Overall 39% of patients were at risk for limited HL. Older age, living alone, less education, and requiring assistance to manage healthcare increased risk of limited HL. Errors were more common on the PFDI-20 than PFIQ-7 regardless of HL status and occurred even when participants received help completing the questionnaires, though less frequently.
我们的目的是描述尿失禁患者的健康素养(HL),描述有和没有足够 HL 的女性,并比较 PFDI-20 和 PFIQ-7 上的错误。

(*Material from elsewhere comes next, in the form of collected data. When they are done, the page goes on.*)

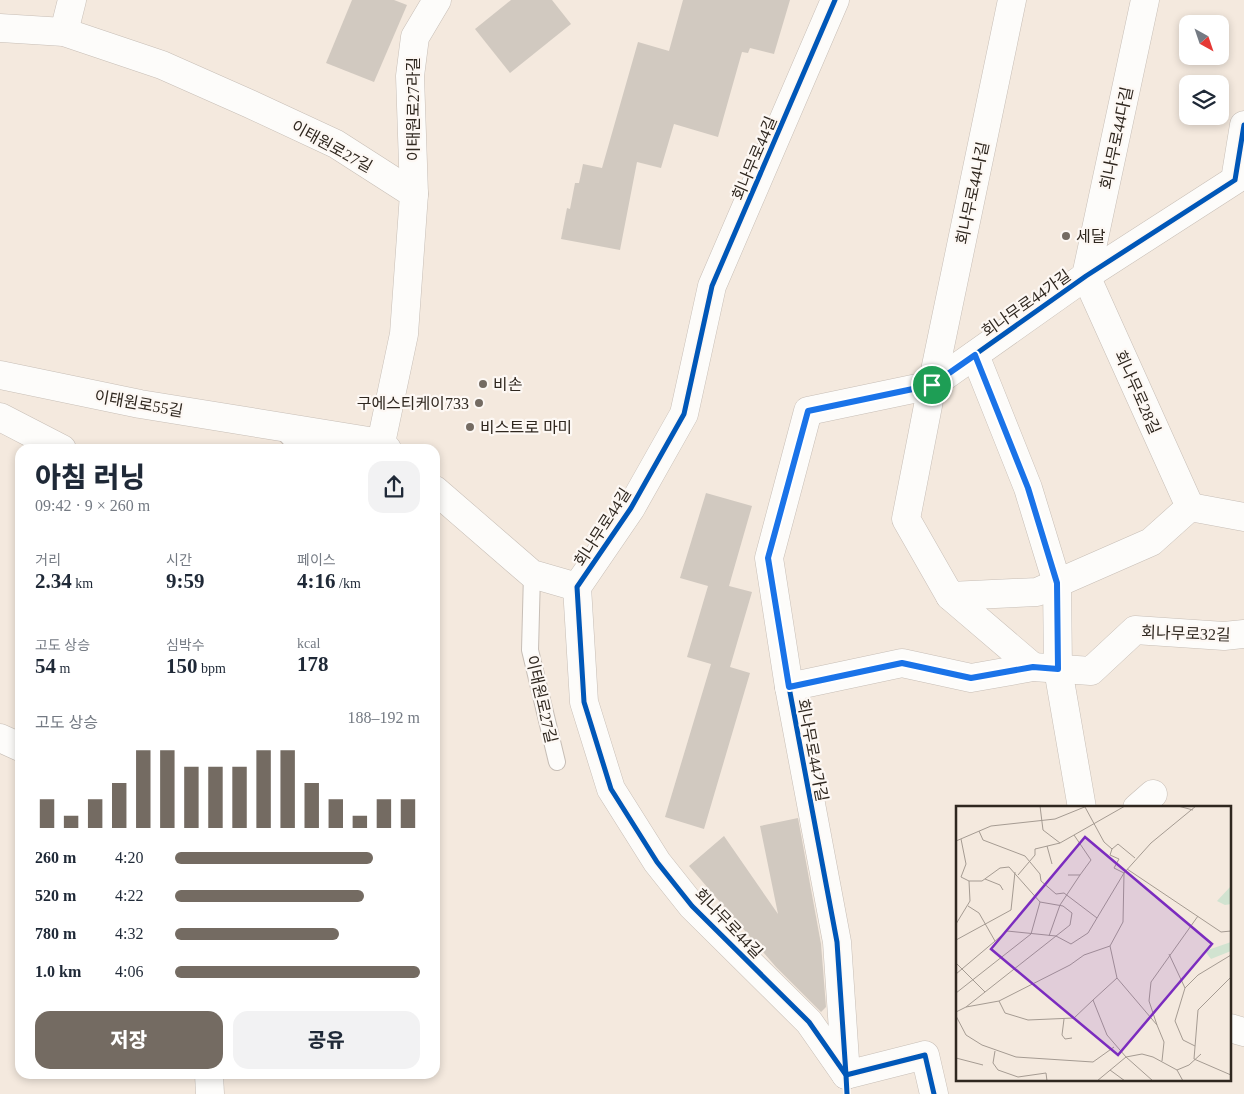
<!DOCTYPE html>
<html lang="ko">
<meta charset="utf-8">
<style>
body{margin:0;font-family:"Times New Roman","Noto Sans KR",serif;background:#f2f2f3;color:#1f2937;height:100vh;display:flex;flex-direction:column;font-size:19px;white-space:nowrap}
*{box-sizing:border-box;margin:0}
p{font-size:16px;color:#747a83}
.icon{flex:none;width:28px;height:28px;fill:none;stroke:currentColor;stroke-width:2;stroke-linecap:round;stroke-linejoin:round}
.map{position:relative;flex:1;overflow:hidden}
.sheet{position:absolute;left:15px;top:444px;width:425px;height:635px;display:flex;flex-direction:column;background:#fff;border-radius:15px;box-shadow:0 2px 8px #0003}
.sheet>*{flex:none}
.needle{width:32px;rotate:140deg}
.controls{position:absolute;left:1179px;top:15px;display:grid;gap:10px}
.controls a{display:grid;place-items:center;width:50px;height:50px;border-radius:10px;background:#fff;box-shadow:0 2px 8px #0003;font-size:25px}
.pin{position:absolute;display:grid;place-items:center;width:42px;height:42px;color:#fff;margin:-21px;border:2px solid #fff;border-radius:50%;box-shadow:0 1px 5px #0007}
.round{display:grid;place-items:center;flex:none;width:52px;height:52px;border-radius:15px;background:#f2f2f3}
.headline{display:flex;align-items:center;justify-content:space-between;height:85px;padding:0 20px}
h1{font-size:28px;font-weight:800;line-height:38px}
.stats{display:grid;grid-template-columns:repeat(3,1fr);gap:8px;height:85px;padding:5px 20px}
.stats div{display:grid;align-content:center}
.stats b{font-size:21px;font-weight:800}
.stats small{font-size:14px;font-weight:400}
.stats p{font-size:14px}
.chart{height:140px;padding:10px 20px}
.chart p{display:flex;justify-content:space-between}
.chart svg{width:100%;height:90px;margin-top:5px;stroke:#746b62;stroke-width:6}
.button{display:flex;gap:10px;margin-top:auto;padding:10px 20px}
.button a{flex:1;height:58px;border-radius:15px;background:#746b62;color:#fff;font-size:20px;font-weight:800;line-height:58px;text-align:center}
.button a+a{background:#f2f2f3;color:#1f2937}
ul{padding:0 20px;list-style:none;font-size:16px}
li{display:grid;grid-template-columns:80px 60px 1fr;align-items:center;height:38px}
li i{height:12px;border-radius:6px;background:#746b62}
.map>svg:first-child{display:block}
.building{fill:#d1c9c0}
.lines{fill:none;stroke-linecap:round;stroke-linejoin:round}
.service-casing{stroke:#c7beb6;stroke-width:18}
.minor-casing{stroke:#c7beb6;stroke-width:29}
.service{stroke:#fdfcfa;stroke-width:16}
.minor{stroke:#fdfcfa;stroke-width:28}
.cycleway-casing{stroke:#fdf8f4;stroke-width:8}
.cycleway{stroke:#0057b8;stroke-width:5}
.route-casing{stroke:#fff;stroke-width:10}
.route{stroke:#1a73e8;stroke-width:6}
.poi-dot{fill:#746b62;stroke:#fdf8f4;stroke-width:2}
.labels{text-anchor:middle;stroke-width:4.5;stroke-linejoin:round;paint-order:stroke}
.street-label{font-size:16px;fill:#2f271f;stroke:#fdf8f4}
.poi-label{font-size:16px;fill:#2f271f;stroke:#fdf8f4;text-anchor:start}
.inset-road{fill:none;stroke:#a59b92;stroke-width:1}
.view{fill:#7b2cbf;fill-opacity:0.15;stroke:#7b2cbf;stroke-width:2.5}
.inset-edge{fill:none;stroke:#2f271f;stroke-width:2.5}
</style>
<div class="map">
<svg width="1244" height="1094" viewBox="0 0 1244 1094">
<rect width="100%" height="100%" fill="#f4e9de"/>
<!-- building -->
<g class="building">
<polygon points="352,0 394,0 407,5 374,82 326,63"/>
<polygon points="511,0 552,0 571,24 510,73 475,29"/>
<polygon points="683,0 790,0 774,54 750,48 748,53 742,52 718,137 674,124 661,168 637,162 620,250 561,239 567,208 570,209 575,183 579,183 583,164 602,168 638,42 669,51"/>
<polygon points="706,493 752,506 729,586 752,592 730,667 750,673 704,829 665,817 711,664 687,657 708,586 680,578"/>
<polygon points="798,818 821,944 826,1007 821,1012 776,967 689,866 724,836 778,914 760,826"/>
</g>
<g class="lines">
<!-- service casing -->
<g class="service-casing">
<g id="service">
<polyline points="280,428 299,449"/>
<polyline points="532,574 530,650 557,762"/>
</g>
</g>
<!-- minor casing -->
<g class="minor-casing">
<g id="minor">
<polyline points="835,0 712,286 684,414 631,508 577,587 584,702 611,789 657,862 692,906 809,1022 846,1075"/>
<polyline points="1012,0 932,385 906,519 950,596 1037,592 1151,542 1190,507 1244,517"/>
<polyline points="1145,0 1086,276 1190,507"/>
<polyline points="0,28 64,32 162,65 250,104 336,144 414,194 404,334 381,443 387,449"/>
<polyline points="64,32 72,0"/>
<polyline points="414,194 410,76 415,37 437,0"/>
<polyline points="975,355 1028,488 1057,583 1058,669 1082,808"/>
<polyline points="0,375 140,404 381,443"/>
<polyline points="0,417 62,449"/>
<polyline points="435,490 532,574 577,587"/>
<polyline points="950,596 1033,667"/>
<polyline points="789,687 902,663 971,678 1033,667 1091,671 1135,630 1224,636 1244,634"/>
<polyline points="0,738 20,747"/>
<polyline points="1137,808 1153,794"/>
<polyline points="1230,1028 1244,1032"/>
<polyline points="209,1074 210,1094"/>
<polyline points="934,1094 925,1055 846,1075 837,942 789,687 769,558 808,411 932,385 1086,276 1235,180 1244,125"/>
</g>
</g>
<!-- service -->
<use href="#service" class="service"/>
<!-- minor -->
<use href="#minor" class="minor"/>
<!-- cycleway casing -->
<g class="cycleway-casing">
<g id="cycleway">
<polyline points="835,0 712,286 684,414 631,508 577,587 584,702 611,789 657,862 692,906 809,1022 846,1075 847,1094"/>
<polyline points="934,1094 925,1055 846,1075 837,942 789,687 769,558 808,411 932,385 1086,276 1235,180 1244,125"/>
</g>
</g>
<!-- cycleway -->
<use href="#cycleway" class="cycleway"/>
</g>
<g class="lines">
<!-- route casing -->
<g class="route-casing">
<polygon id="route" points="975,355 1028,488 1057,583 1058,669 1033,667 971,678 902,663 789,687 768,558 808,411 932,385"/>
</g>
<!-- route -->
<use href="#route" class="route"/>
</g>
<!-- markers -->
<g class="poi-dot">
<circle cx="1066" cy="236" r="5"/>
<circle cx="483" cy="384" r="5"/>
<circle cx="479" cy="403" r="5"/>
<circle cx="470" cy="427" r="5"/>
</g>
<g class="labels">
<!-- street labels -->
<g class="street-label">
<text transform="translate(413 109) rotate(-90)" y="6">이태원로27라길</text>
<text transform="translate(1116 138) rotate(-78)" y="6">회나무로44다길</text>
<text transform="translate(332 146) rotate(29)" y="6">이태원로27길</text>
<text transform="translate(754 158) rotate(-67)" y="6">회나무로44길</text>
<text transform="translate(972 193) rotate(-78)" y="6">회나무로44나길</text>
<text transform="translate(1026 303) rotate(-35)" y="6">회나무로44가길</text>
<text transform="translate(1138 392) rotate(66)" y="6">회나무로28길</text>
<text transform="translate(139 403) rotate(10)" y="6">이태원로55길</text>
<text transform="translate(602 527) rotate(-57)" y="6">회나무로44길</text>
<text transform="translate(1186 633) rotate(2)" y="6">회나무로32길</text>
<text transform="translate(542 699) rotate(77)" y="6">이태원로27길</text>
<text transform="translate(813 750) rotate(79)" y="6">회나무로44가길</text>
<text transform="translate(729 923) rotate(46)" y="6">회나무로44길</text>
</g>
<!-- poi labels -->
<g class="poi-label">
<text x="1076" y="242">세달</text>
<text x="493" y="390">비손</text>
<text x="469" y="409" text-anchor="end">구에스티케이733</text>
<text x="480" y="433">비스트로 마미</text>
</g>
</g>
<!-- overview -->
<g transform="translate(956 806)">
<rect width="275" height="275" fill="#f4e9de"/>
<path d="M 275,80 L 275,98 L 269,99 L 261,95 ZM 275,136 L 275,145 L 255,153 L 249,145 Z" fill="#d1e3d0"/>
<path class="inset-road" d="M 84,0 L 87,24 L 104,37M 222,0 L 237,4M 129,1 L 148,36 L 156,43M 23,25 L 27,34 L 69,50 L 84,68 L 85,75 L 100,88 L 108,87 L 141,112M 5,33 L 10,58 L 5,71 L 13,75 L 26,75 L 44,62 L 53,61 L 84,96 L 107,100 L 116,107 L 114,119 L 10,201M 0,35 L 35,20 L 99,13 L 131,0M 91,40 L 96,58M 171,63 L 265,126 L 275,125M 62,69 L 79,49 L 79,43 L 104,37 L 169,0M 112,69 L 124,69 L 135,54 L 118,29M 29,73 L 44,79 L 47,84M 12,100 L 23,107 L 39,135M 0,118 L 14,95 L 13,75M 93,130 L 104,99 L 124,69M 0,134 L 55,104 L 59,66M 213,148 L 229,182M 0,157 L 29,186M 0,168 L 51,125 L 100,130 L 115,138 L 132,127 L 168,67 L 158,62 L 163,53 L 154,49 L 156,43 L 162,38 L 179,52M 161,172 L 201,219 L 208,236 L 206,255M 0,187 L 75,128 L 84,96M 43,195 L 49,207 L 72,214 L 118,212 L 137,194M 0,206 L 10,201 L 43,195 L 114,159 L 128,149 L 154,140 L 167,116 L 168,67 L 195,37 L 240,0M 0,210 L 10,229 L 26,239 L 60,251 L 137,256 L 158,241M 108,213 L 106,229 L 109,233 L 116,232M 201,219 L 193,195 L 195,176 L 242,110M 239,240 L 227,234 L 219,215 L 229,182 L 242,169 L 275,149M 39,245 L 37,257 L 42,264 L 62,271 L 90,267 L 91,275M 170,251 L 186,248 L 197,251 L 221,264 L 227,275M 170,251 L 197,275M 0,252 L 27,259M 238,253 L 242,204 L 275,171M 238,253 L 275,269M 154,264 L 169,275M 221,264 L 233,259 L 245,248M 141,275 L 170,251 L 151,229 L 137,194 L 161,172 L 154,140"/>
<path class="view" d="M 129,31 L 256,138 L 162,249 L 35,143 Z"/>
<rect width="275" height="275" class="inset-edge"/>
</g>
</svg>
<div class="controls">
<a><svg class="needle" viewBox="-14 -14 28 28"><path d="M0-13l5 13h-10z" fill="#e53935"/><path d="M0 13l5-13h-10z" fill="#747a83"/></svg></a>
<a><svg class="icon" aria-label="layers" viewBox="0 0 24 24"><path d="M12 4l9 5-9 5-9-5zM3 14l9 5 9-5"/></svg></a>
</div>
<div class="pin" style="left:932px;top:385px;background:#1e9e55"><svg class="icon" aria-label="arrive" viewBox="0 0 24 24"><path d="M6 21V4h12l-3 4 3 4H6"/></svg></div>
<section class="sheet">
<div class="headline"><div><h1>아침 러닝</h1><p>09:42 · 9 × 260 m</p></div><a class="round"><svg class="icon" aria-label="share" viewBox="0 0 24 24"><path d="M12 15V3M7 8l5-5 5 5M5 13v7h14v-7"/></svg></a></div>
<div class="stats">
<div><p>거리</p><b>2.34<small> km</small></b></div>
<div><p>시간</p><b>9:59</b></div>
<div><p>페이스</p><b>4:16<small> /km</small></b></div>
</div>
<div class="stats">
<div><p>고도 상승</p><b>54<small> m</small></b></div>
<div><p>심박수</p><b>150<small> bpm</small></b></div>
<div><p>kcal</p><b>178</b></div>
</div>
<div class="chart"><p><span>고도 상승</span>188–192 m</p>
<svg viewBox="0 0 160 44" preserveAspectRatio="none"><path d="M5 44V30M15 44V38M25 44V30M35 44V22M45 44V6M55 44V6M65 44V14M75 44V14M85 44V14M95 44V6M105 44V6M115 44V22M125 44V30M135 44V38M145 44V30M155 44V30"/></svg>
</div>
<ul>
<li><b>260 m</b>4:20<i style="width:81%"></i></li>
<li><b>520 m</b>4:22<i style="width:77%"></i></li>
<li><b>780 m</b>4:32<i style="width:67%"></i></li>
<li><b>1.0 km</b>4:06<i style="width:100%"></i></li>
</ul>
<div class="button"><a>저장</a><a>공유</a></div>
</section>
</div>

2018 年 6 月至 7 月,邀请在学术泌尿科诊所就诊的讲英语的女性完成包括最新生命体征(NVS)、盆腔窘迫量表-20 项简表(PFDI-20)和盆腔器官脱垂/尿失禁性功能问卷-7 项简表(PFIQ-7)在内的问卷。NVS 评分>4 表示 HL 充足。描述性分析比较了有和没有足够 HL 的女性,以及在 PFDI-20 和 PFIQ-7 上的错误率和类型。
参与者(N=115)的平均年龄为 65±15 岁;87%为白种人/高加索人;62%受过大学教育。NVS 评分表明可能有足够的 HL 占 61%。有 HL 受限风险的参与者(39%)年龄较大,受教育程度较低,独居的可能性较大,并且更有可能需要帮助来管理他们的医疗保健(所有 p<0.05)。那些请求帮助完成问卷的人(29%)HL 较低。无论 HL 状况如何,PFDI-20 上的错误发生率(44%)均高于 PFIQ-7(5%)。那些得到帮助的人在 PFDI-20 上出错的可能性较小(p<0.05)。
总体而言,39%的患者有 HL 受限的风险。年龄较大、独居、受教育程度较低以及需要帮助管理医疗保健会增加 HL 受限的风险。无论 HL 状况如何,PFDI-20 上的错误比 PFIQ-7 更常见,尽管参与者在填写问卷时得到帮助,但错误发生率较低。